TASK DESCRIPTION: Show each line from the records below in which the word "Dean" occurs.

DATA SUPPLIED:
◆ ◆ ◆ ◆ ◆ ◆ ◆

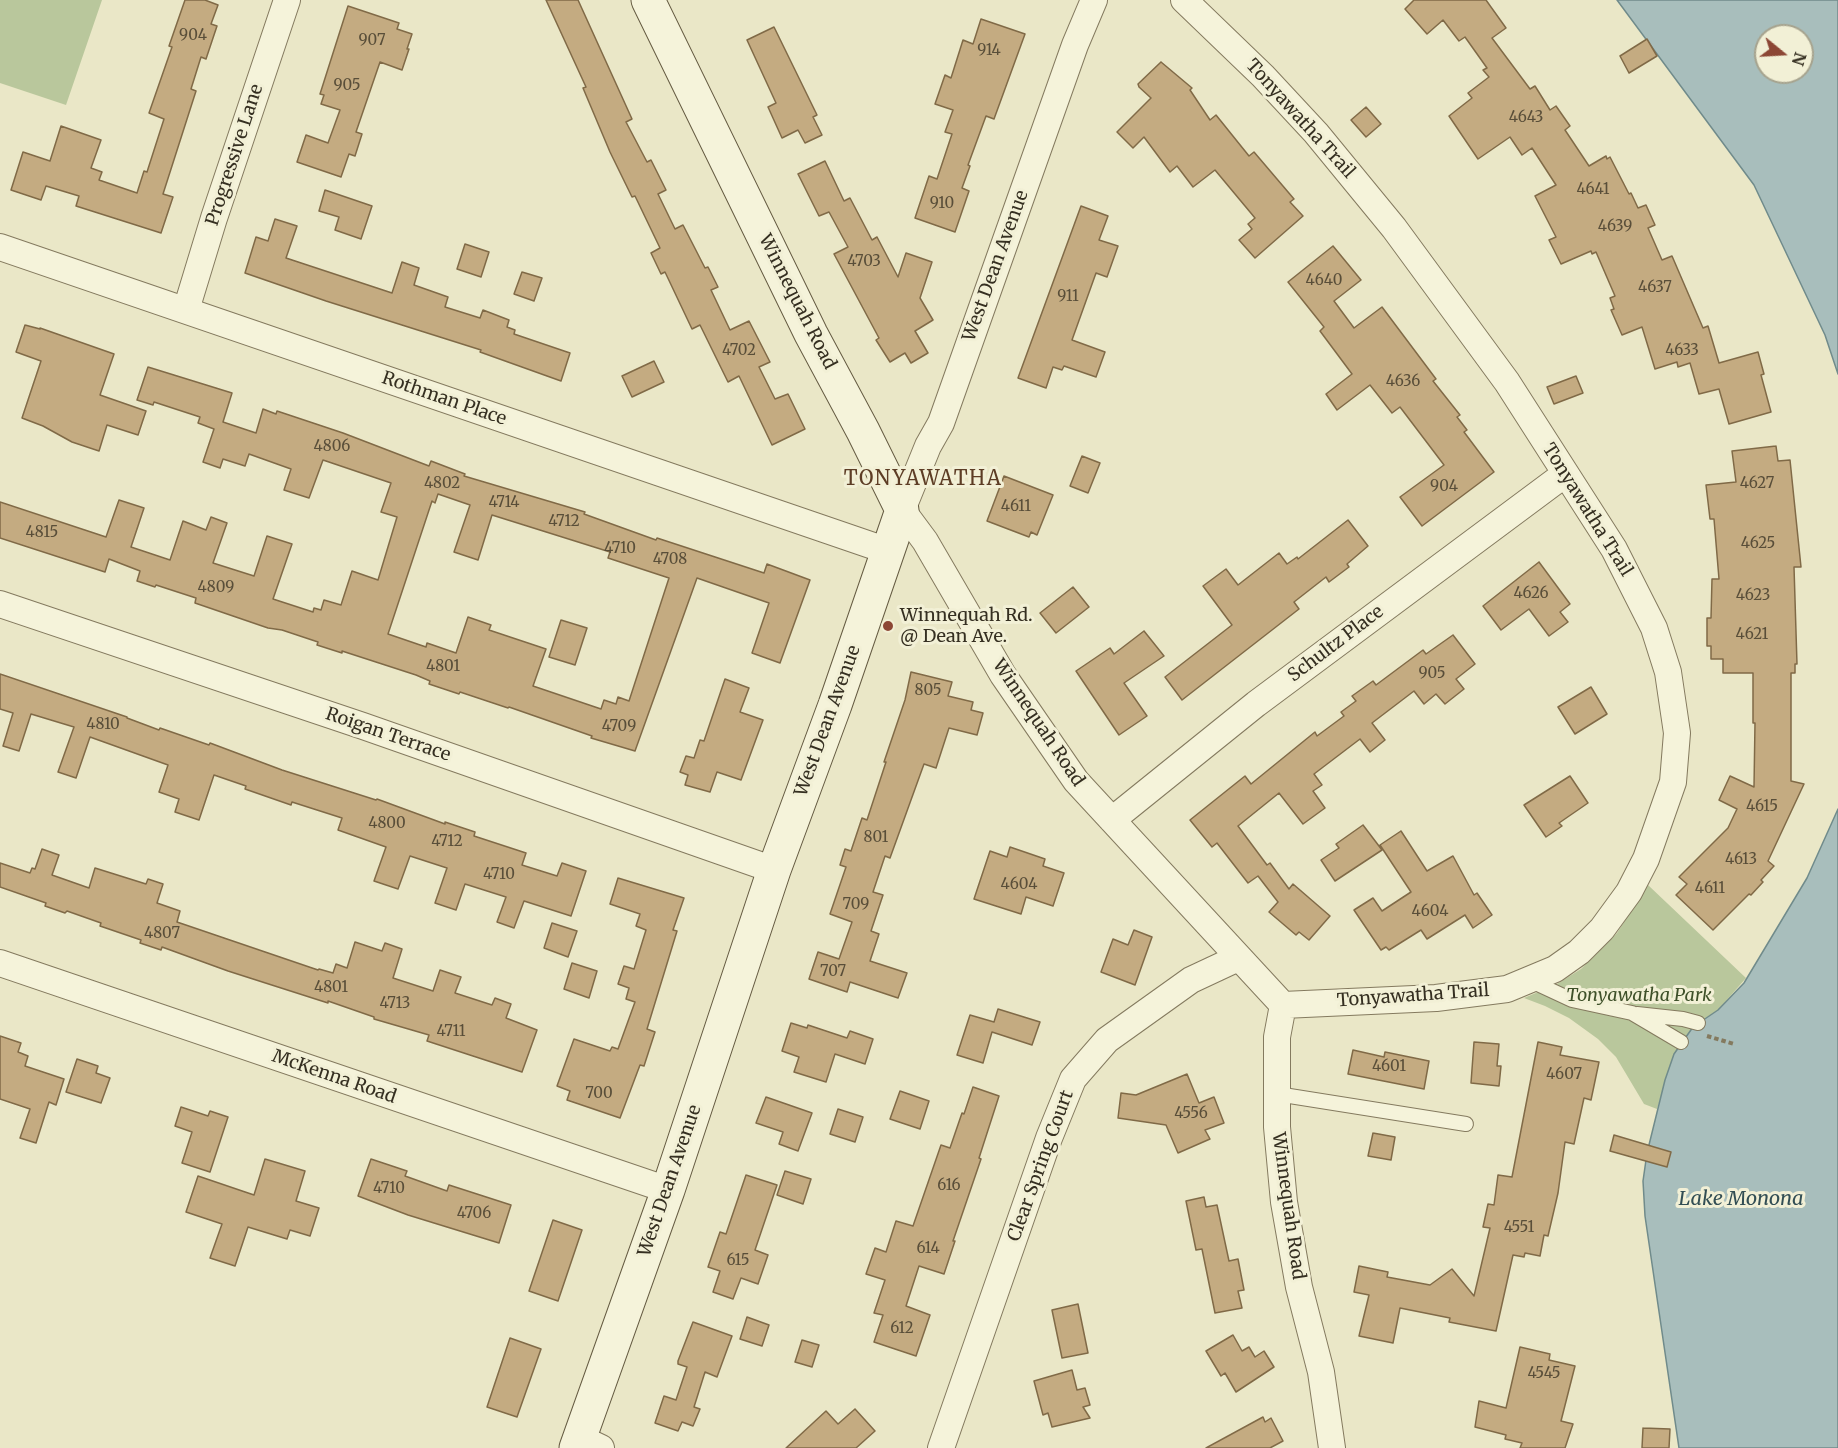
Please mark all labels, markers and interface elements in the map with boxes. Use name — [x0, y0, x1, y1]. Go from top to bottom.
north arrow — [1754, 24, 1814, 84]
house number: 904 — [179, 27, 207, 45]
house number: 907 — [359, 32, 385, 50]
house number: 914 — [977, 42, 1001, 60]
text: N — [1788, 50, 1811, 68]
street label: Tonyawatha Trail — [1241, 55, 1359, 183]
house number: 905 — [333, 77, 361, 95]
street label: Progressive Lane — [202, 82, 268, 228]
house number: 4643 — [1509, 109, 1543, 127]
house number: 4641 — [1576, 181, 1610, 199]
street label: West Dean Avenue — [959, 188, 1033, 344]
house number: 910 — [930, 195, 954, 213]
house number: 4639 — [1598, 218, 1632, 236]
street label: Winnequah Road — [754, 231, 840, 373]
house number: 4703 — [847, 253, 881, 271]
house number: 4640 — [1306, 272, 1342, 290]
house number: 4637 — [1638, 279, 1672, 297]
house number: 911 — [1057, 288, 1079, 306]
house number: 4702 — [722, 342, 756, 360]
house number: 4633 — [1665, 342, 1699, 360]
street label: Rothman Place — [379, 368, 509, 430]
house number: 4636 — [1386, 373, 1420, 391]
house number: 4806 — [314, 438, 350, 456]
street label: Tonyawatha Trail — [1537, 440, 1637, 580]
district label: TONYAWATHA — [844, 467, 1002, 491]
house number: 4802 — [424, 475, 460, 493]
house number: 4627 — [1740, 475, 1774, 493]
house number: 904 — [1430, 478, 1458, 496]
house number: 4714 — [488, 494, 520, 512]
house number: 4611 — [1001, 498, 1031, 516]
house number: 4712 — [548, 513, 580, 531]
house number: 4815 — [26, 524, 58, 542]
house number: 4625 — [1741, 535, 1775, 553]
house number: 4710 — [604, 540, 636, 558]
house number: 4708 — [653, 551, 687, 569]
house number: 4809 — [198, 579, 234, 597]
house number: 4626 — [1513, 585, 1549, 603]
house number: 4623 — [1736, 587, 1770, 605]
street label: Schultz Place — [1284, 601, 1388, 687]
place label: Winnequah Rd. @ Dean Ave. — [900, 605, 1033, 648]
marker: Winnequah Rd. @ Dean Ave. — [881, 619, 895, 633]
house number: 4621 — [1736, 626, 1768, 644]
street label: West Dean Avenue — [791, 643, 865, 799]
street label: Winnequah Road — [988, 655, 1088, 791]
house number: 4801 — [426, 658, 460, 676]
house number: 905 — [1418, 665, 1446, 683]
house number: 805 — [915, 682, 941, 700]
street label: Roigan Terrace — [323, 704, 453, 766]
house number: 4810 — [86, 716, 120, 734]
house number: 4709 — [602, 718, 636, 736]
house number: 4615 — [1746, 798, 1778, 816]
house number: 4800 — [368, 815, 406, 833]
house number: 801 — [864, 829, 888, 847]
house number: 4712 — [431, 833, 463, 851]
house number: 4613 — [1725, 851, 1757, 869]
house number: 4710 — [483, 866, 515, 884]
house number: 4604 — [1001, 876, 1037, 894]
house number: 4611 — [1695, 880, 1725, 898]
house number: 709 — [843, 896, 869, 914]
house number: 4604 — [1412, 903, 1448, 921]
house number: 4807 — [144, 925, 180, 943]
house number: 707 — [820, 963, 846, 981]
house number: 4801 — [314, 979, 348, 997]
street label: Tonyawatha Trail — [1336, 980, 1490, 1012]
park label: Tonyawatha Park — [1566, 985, 1712, 1007]
house number: 4713 — [380, 995, 410, 1013]
house number: 4711 — [436, 1023, 466, 1041]
street label: McKenna Road — [269, 1046, 399, 1108]
house number: 4601 — [1372, 1058, 1406, 1076]
house number: 4607 — [1546, 1066, 1582, 1084]
house number: 700 — [585, 1085, 613, 1103]
street label: Clear Spring Court — [1004, 1087, 1078, 1245]
street label: West Dean Avenue — [634, 1102, 706, 1260]
house number: 4556 — [1174, 1105, 1208, 1123]
street label: Winnequah Road — [1267, 1131, 1309, 1281]
house number: 616 — [937, 1177, 961, 1195]
house number: 4710 — [373, 1180, 405, 1198]
water label: Lake Monona — [1679, 1187, 1803, 1211]
house number: 4706 — [457, 1205, 491, 1223]
house number: 4551 — [1504, 1219, 1534, 1237]
house number: 614 — [916, 1240, 940, 1258]
house number: 615 — [726, 1252, 750, 1270]
house number: 612 — [890, 1320, 914, 1338]
house number: 4545 — [1527, 1365, 1561, 1383]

◆ ◆ ◆ ◆ ◆ ◆ ◆

COMPLETED EXERCISE:
street label: West Dean Avenue — [959, 188, 1033, 344]
place label: Winnequah Rd. @ Dean Ave. — [900, 605, 1033, 648]
marker: Winnequah Rd. @ Dean Ave. — [881, 619, 895, 633]
street label: West Dean Avenue — [791, 643, 865, 799]
street label: West Dean Avenue — [634, 1102, 706, 1260]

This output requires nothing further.